An Intro
Warning: Long Intro
Hello there, I'm pretty new to 7Cups and decided to drop by here since I've been hearing good things about this community online. I suppose I should start off with an intro about myself. I'm WolfOwl, you can either call me Wolf or Owl, either works and I'm currently a 20 years old.
Honestly I'm not quite sure if I do actually have depression because it has never been officially diagnosed, but I tend to believe that I do (at least possibly mild depression?) with all negative thoughts that would battle with my coherent thoughts almost daily. My childhood was relatively normal aside from the year when I was 7 when I got bullied for being overweight, but that I don't think was quite the cause of it because the years after until 13 were some of the best years I've ever had.
13 was when things started to go downhill when I graduated, went into a new school and new school year. It was the most miserable 4 years of my life because I wasn't able to fit in and sorta got into self-harm (with the whole wall punching and all, though thankfully this stopped, I still have some slight visible scars from it). Things got better after the 4 years ended but the negative thoughts didn't quite go away.

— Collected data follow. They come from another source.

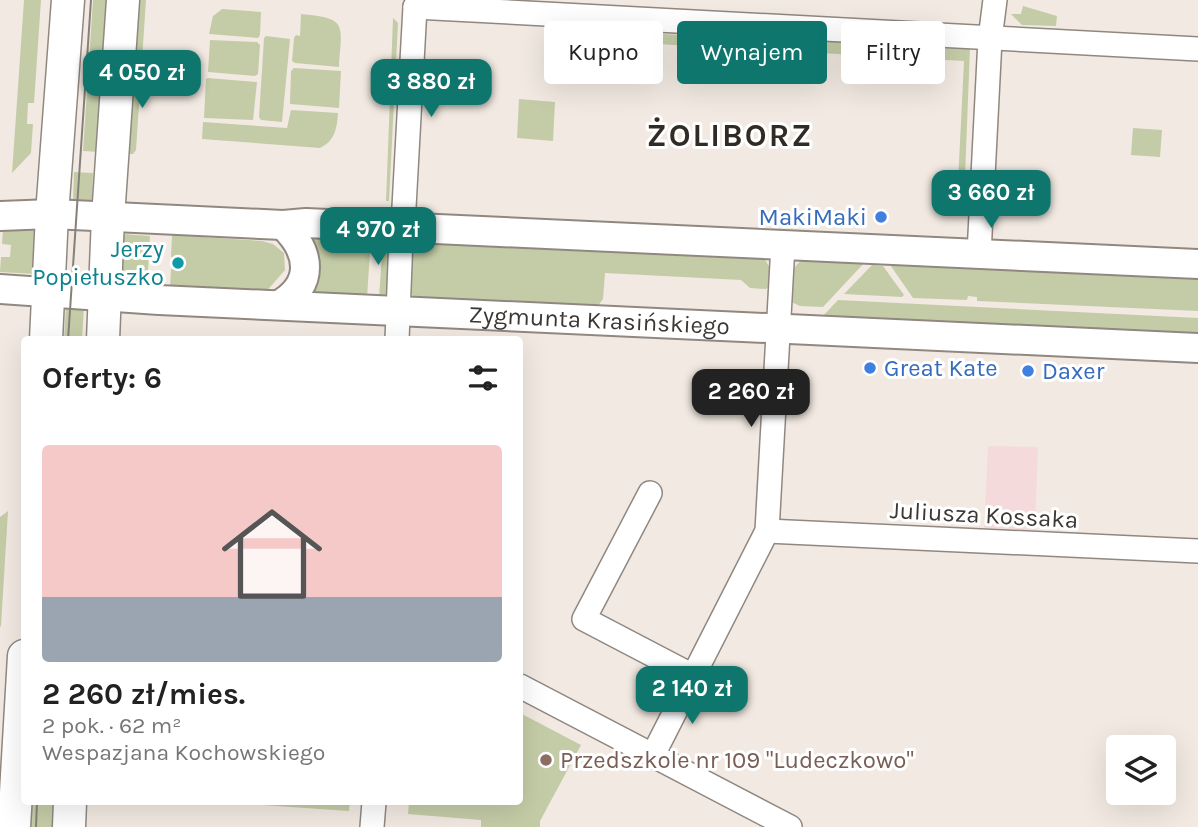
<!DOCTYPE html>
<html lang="pl">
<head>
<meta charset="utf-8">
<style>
  :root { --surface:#fff; --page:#f2f2f2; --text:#222; --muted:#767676; --accent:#0f766e }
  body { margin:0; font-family:Karla,sans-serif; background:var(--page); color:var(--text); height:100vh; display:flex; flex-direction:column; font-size:26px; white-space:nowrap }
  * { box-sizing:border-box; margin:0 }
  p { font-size:23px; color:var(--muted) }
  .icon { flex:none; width:38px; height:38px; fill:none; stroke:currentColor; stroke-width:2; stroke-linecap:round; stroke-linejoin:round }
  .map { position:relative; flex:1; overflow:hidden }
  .panel { position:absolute; left:21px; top:336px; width:502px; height:469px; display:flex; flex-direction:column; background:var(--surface); border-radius:7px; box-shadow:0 7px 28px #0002 }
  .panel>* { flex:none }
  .banner { position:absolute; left:544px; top:21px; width:548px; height:63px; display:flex; gap:14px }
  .tools { position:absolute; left:1106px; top:735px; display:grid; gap:14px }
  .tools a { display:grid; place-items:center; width:70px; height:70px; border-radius:7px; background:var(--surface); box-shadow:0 7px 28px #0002; font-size:35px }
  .price { position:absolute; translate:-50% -60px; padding:0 16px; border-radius:14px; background:var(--accent); color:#fff; font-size:23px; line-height:46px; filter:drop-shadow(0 2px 4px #0008) }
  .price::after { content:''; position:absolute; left:50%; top:42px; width:21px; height:16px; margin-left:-10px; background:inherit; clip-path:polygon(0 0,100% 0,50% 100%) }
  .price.selected { background:#222; color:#fff }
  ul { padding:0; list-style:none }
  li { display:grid; align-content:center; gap:14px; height:371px; padding:0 21px }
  li span { display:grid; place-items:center; height:217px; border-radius:7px; color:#555 }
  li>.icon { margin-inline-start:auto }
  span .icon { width:126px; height:126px; fill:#fffc; stroke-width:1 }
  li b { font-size:30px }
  h2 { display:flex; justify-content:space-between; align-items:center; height:84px; padding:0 21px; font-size:30px }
  .chip { padding:0 24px; border-radius:7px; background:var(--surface); box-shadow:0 7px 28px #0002; font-size:24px; line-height:63px }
  .chip.selected { background:var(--accent); color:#fff }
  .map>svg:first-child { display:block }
</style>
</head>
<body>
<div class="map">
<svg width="1198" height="827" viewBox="0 0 1198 827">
  <rect width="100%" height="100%" fill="#f2eae2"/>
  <polygon fill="#f5dadc" points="988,446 1038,447 1035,530 984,528"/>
  <g fill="#c4cca7">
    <polygon points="24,0 41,0 34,103 28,103 27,124 33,124 31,153 12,173"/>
    <polygon points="93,0 110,0 100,152 83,151"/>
    <polygon points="135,0 146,0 136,150 133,154 125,154"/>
    <polygon points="1023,6 1057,16 1056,26 1022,25 1011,14 1021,14"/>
    <polygon points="222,9 261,12 260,35 258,38 209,34 213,16"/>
    <path d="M301,14C348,18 342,24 339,67L295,63L292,61L294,38L296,35L300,36Z"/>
    <polygon points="393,18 398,23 389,201 386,201"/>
    <polygon points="579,31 625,34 624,46 579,43"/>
    <polygon points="640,33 970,48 964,202 957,202 964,61 639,43"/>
    <polygon points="266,36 290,39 282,122 261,120 259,117 264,38"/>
    <polygon points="210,40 257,42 260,45 258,74 255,76 208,72"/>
    <polygon points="294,68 341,71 339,108 290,104 291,71"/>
    <polygon points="208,78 257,82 253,120 204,118 206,79"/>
    <polygon points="519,99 555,102 553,141 517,138"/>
    <path d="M291,110L338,113C337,128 335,141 320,148L202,139L203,122L287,128Z"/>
    <polygon points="1133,128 1162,130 1160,157 1131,155"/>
    <polygon points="74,172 93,173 92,201 73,200"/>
    <polygon points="3,229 37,231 35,274 0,272 1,257 10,257 11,245 2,244"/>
    <polygon points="123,234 150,236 147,288 119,284"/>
    <path d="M309,234L371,236L367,298L305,296C315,274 324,256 309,234Z"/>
    <polygon points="172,235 262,241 273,244 284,253 285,270 265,293 170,289 171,269 183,270 184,258 171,257"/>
    <polygon points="383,237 389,245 388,293 379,299"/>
    <path d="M421,239L764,258L773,273V283L766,289L750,288L741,280L605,273L603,299L594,311L416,299L409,291C410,274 405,249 421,239Z"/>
    <path d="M804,259L865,262L823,307L800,306L789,301C790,284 788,268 804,259Z"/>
    <polygon points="886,259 1198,274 1198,311 977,301 977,297 968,296 967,300 913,298"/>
    <polygon points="872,265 883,266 904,295 902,297 844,294"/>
    <polygon points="838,300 1198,318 1198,338 821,318"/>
    <polygon points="66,306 84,307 82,339 64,340"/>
    <polygon points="8,511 1,626 0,627 0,517"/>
    <polygon points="520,713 581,745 540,821 540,827 481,827 481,820 408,814 409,802 520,802"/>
    <polygon points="27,802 57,802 55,827 26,827"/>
    <polygon points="217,802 350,802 349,811"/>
  </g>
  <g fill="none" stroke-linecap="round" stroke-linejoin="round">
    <g stroke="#908880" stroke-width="26">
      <g id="minor">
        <polyline points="415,7 1198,49"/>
        <polyline points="979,254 990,39 995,0"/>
        <polyline points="397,340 401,237 404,207 415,7"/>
        <polyline points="650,493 584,619 693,676"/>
        <polyline points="767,531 1198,551"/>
        <polyline points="520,686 790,827"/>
        <polyline points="653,755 767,531 783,245"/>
        <polyline points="372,827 374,802"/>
      </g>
    </g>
    <g stroke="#908880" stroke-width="32">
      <g id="tertiary">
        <polyline points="0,216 52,214 283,225 306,223 1198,264"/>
        <path id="s1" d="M0,289L159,300L1198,348"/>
        <path d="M279,305C315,284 311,252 283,225"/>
      </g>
    </g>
    <g stroke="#908880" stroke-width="35">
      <g id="secondary">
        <polyline points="46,340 52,214 68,0"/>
        <polyline points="103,340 108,217 123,0"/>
        <polyline points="14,827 24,656"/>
        <polyline points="69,827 70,802"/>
      </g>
    </g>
    <use href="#minor" stroke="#fff" stroke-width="23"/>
    <use href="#tertiary" stroke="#fff" stroke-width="28"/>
    <use href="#secondary" stroke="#fff" stroke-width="32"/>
    <g stroke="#86807b" stroke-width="2">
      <polyline points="68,340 91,0"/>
      <polyline points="36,827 37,802"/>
    </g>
  </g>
  <g fill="#3f7fe0" stroke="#fff" stroke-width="2.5">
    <circle cx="881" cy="217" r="7"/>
    <circle cx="870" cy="368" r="7"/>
    <circle cx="1028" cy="371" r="7"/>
  </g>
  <circle fill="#0f9aa8" stroke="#fff" stroke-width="2.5" cx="178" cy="263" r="7"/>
  <circle fill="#8d6e63" stroke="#fff" stroke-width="2.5" cx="546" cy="760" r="7"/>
  <g text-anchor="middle" stroke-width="6" stroke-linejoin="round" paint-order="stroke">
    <g font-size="24" fill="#366cbe" stroke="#fff" text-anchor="start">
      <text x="867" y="225" text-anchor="end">MakiMaki</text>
      <text x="884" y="376">Great Kate</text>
      <text x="1042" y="379">Daxer</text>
    </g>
    <g font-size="24" fill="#0d838f" stroke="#fff" text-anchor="end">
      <text x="164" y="257">Jerzy<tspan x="164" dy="28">Popiełuszko</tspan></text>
    </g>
    <g font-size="24" fill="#3b3734" stroke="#fff">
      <text dy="8" stroke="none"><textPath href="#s1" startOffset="600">Zygmunta Krasińskiego</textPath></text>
      <text transform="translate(984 515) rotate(3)" y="8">Juliusza Kossaka</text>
    </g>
    <g font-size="24" fill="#785e54" stroke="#fff" text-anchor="start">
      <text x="560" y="768">Przedszkole nr 109 "Ludeczkowo"</text>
    </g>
    <g font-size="32" font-weight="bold" letter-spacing="2" fill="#312b25" stroke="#fff">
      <text x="730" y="146">ŻOLIBORZ</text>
    </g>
  </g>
</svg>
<div class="tools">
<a><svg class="icon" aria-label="layers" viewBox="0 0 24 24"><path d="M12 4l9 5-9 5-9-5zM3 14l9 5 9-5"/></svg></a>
</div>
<b class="price" style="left:142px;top:110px">4 050 zł</b>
<b class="price" style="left:431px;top:119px">3 880 zł</b>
<b class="price" style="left:991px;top:230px">3 660 zł</b>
<b class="price" style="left:378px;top:267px">4 970 zł</b>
<b class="price selected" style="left:751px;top:429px">2 260 zł</b>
<b class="price" style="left:692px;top:726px">2 140 zł</b>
<div class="banner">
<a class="chip">Kupno</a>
<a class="chip selected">Wynajem</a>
<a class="chip">Filtry</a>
</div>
<section class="panel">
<h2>Oferty: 6<svg class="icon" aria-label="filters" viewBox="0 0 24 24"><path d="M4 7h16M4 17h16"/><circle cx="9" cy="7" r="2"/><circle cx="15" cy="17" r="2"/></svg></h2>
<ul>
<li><span style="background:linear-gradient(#f6c9c9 70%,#9aa5b1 0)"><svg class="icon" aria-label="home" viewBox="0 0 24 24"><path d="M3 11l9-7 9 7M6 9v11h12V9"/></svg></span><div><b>2 260 zł/mies.</b><p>2 pok. · 62 m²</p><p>Wespazjana Kochowskiego</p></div></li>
</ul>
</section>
</div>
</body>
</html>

Some fun facts about myself:
-I have an online "observational diary" where I record at times how I'm feeling and it's basically a self-reflection sorta thing.
- My dream pet is a cat. (Or rather a black cat to be more specific)
@WolfOwl
Hey there, Wolf it's really great to meet you. It's nice you had a wonderful childhood, but I see when you entered a new school it was rough for you and lead you to cope with self-harm. You were able to stop, but you are still dealing with negative thoughts. That sounds hard having to deal with these type of thoughts. I can't say you have depression as I am not able to diagnose you, but I can see how you would feel like you may be living with it. How would you say these negative thoughts affect you?
That is so awesome that you have an online diary to write out how you feel to self-reflect on. How has this helped you?
@Jenna
Hi Jenna, it's great to meet you as well. I had hit a pretty rough patch during that time, although the worst period seems to likely be over but the negative thoughts are still definitely affecting me till this very day. There are the good and the bad days, but mostly I feel that these negative thoughts have made me become more fearful of life in general.
There's this constant fear and anxiety about going through each day, always expecting the worst. Although there are the better days but these kind of thoughts will always linger at the back of my mind.
I'm more cautious and aware about my own actions and words, often re-evalutating and reflecting on what I've done and said, and seemingly on picking out points that I dislike about myself, never on what I like about myself.
For online diary wise, it mainly helps me to self-reflect when I'm looking back at older entries, and also helps to see how I've grown over time. I'd say it definitely helps in terms of seeing your own self-growth as well as provide a safe space and the freedom to vent or simply put out anything you're feeling on that day/time. It's better to get my thoughts and feeling out this way instead of bottling them up since I don't like talking about it verbally.